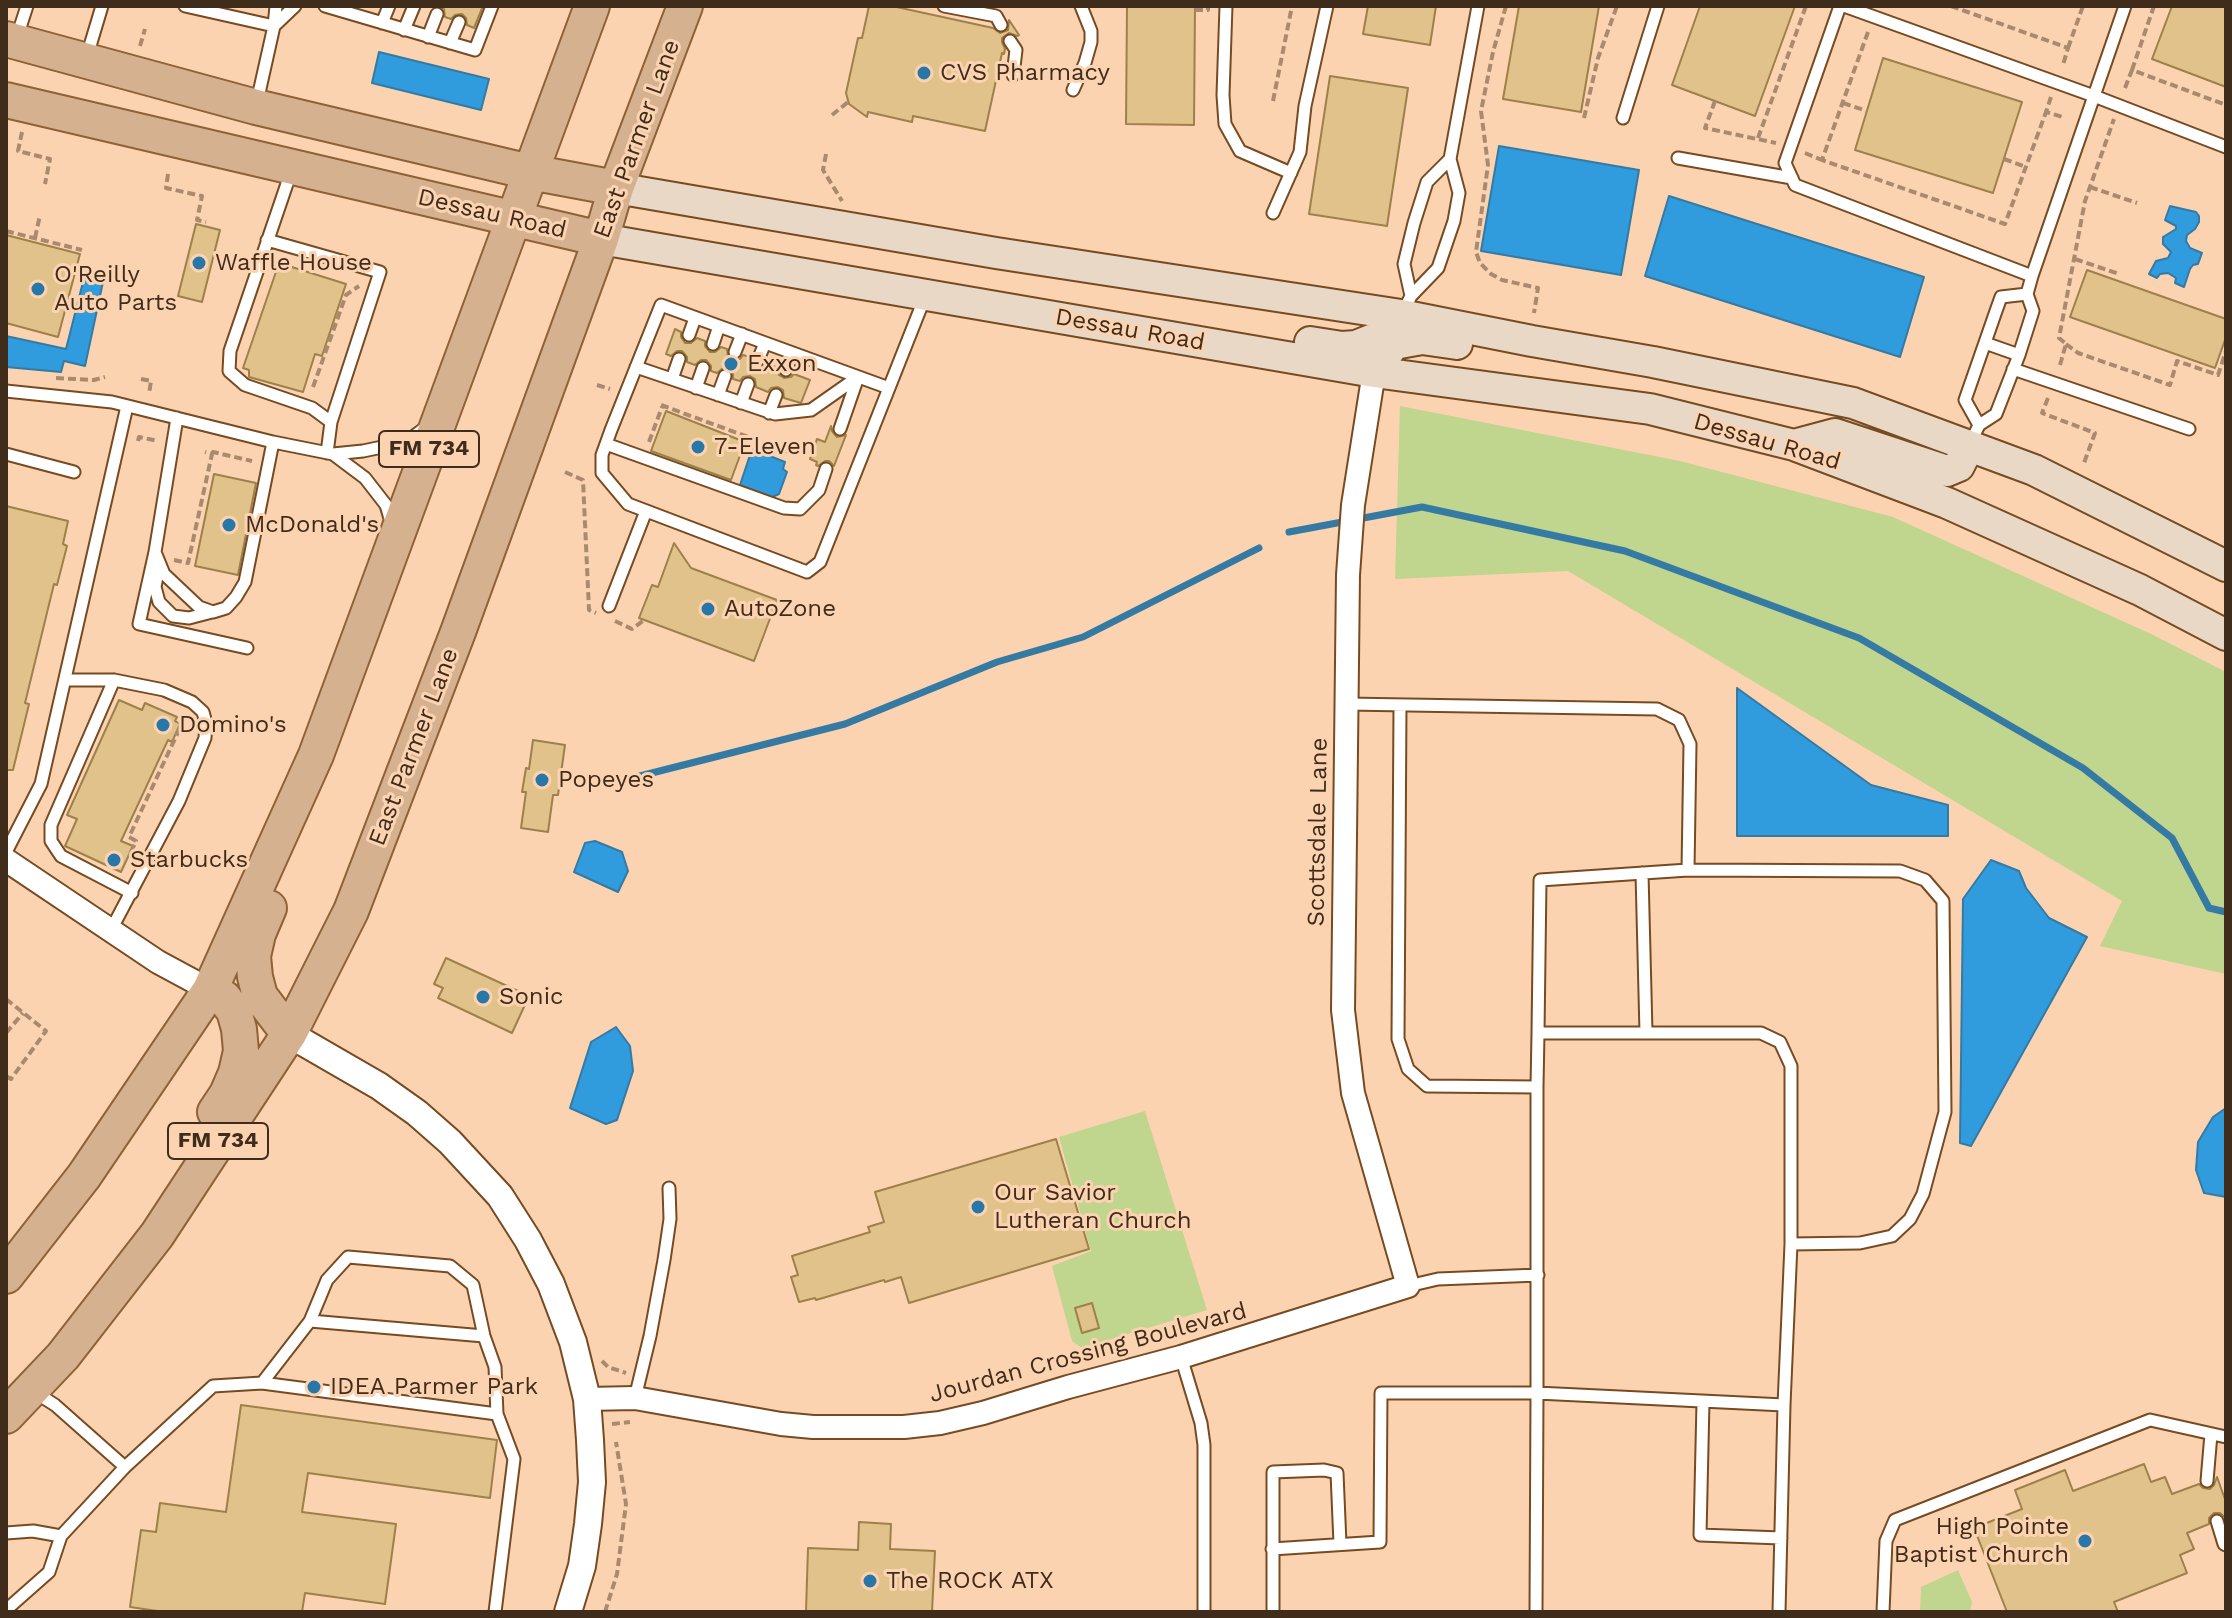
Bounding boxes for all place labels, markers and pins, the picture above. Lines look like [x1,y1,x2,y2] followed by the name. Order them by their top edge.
[940,59,1110,87] place label: CVS Pharmacy
[915,64,933,82] marker: CVS Pharmacy
[215,249,372,277] place label: Waffle House
[190,254,208,272] marker: Waffle House
[54,261,177,317] place label: O'Reilly Auto Parts
[29,280,47,298] marker: O'Reilly Auto Parts
[747,350,817,378] place label: Exxon
[722,355,740,373] marker: Exxon
[714,433,816,461] place label: 7-Eleven
[689,438,707,456] marker: 7-Eleven
[245,511,379,539] place label: McDonald's
[220,516,238,534] marker: McDonald's
[724,595,836,623] place label: AutoZone
[699,600,717,618] marker: AutoZone
[179,711,287,739] place label: Domino's
[154,716,172,734] marker: Domino's
[558,766,654,794] place label: Popeyes
[533,771,551,789] marker: Popeyes
[130,846,248,874] place label: Starbucks
[105,851,123,869] marker: Starbucks
[499,983,563,1011] place label: Sonic
[474,988,492,1006] marker: Sonic
[994,1179,1192,1235] place label: Our Savior Lutheran Church
[969,1198,987,1216] marker: Our Savior Lutheran Church
[330,1373,538,1401] place label: IDEA Parmer Park
[305,1378,323,1396] marker: IDEA Parmer Park
[1894,1513,2069,1569] place label: High Pointe Baptist Church
[2076,1532,2094,1550] marker: High Pointe Baptist Church
[886,1567,1054,1595] place label: The ROCK ATX
[861,1572,879,1590] marker: The ROCK ATX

__Exercise requirements__
Leaving out only the pictures, reproduce the listing exactly.

__Your response__
Bounding boxes for all place labels, markers and pins, the picture above. Lines look like [x1,y1,x2,y2] followed by the name. Order them by their top edge.
[940,59,1110,87] place label: CVS Pharmacy
[915,64,933,82] marker: CVS Pharmacy
[215,249,372,277] place label: Waffle House
[190,254,208,272] marker: Waffle House
[54,261,177,317] place label: O'Reilly Auto Parts
[29,280,47,298] marker: O'Reilly Auto Parts
[747,350,817,378] place label: Exxon
[722,355,740,373] marker: Exxon
[714,433,816,461] place label: 7-Eleven
[689,438,707,456] marker: 7-Eleven
[245,511,379,539] place label: McDonald's
[220,516,238,534] marker: McDonald's
[724,595,836,623] place label: AutoZone
[699,600,717,618] marker: AutoZone
[179,711,287,739] place label: Domino's
[154,716,172,734] marker: Domino's
[558,766,654,794] place label: Popeyes
[533,771,551,789] marker: Popeyes
[130,846,248,874] place label: Starbucks
[105,851,123,869] marker: Starbucks
[499,983,563,1011] place label: Sonic
[474,988,492,1006] marker: Sonic
[994,1179,1192,1235] place label: Our Savior Lutheran Church
[969,1198,987,1216] marker: Our Savior Lutheran Church
[330,1373,538,1401] place label: IDEA Parmer Park
[305,1378,323,1396] marker: IDEA Parmer Park
[1894,1513,2069,1569] place label: High Pointe Baptist Church
[2076,1532,2094,1550] marker: High Pointe Baptist Church
[886,1567,1054,1595] place label: The ROCK ATX
[861,1572,879,1590] marker: The ROCK ATX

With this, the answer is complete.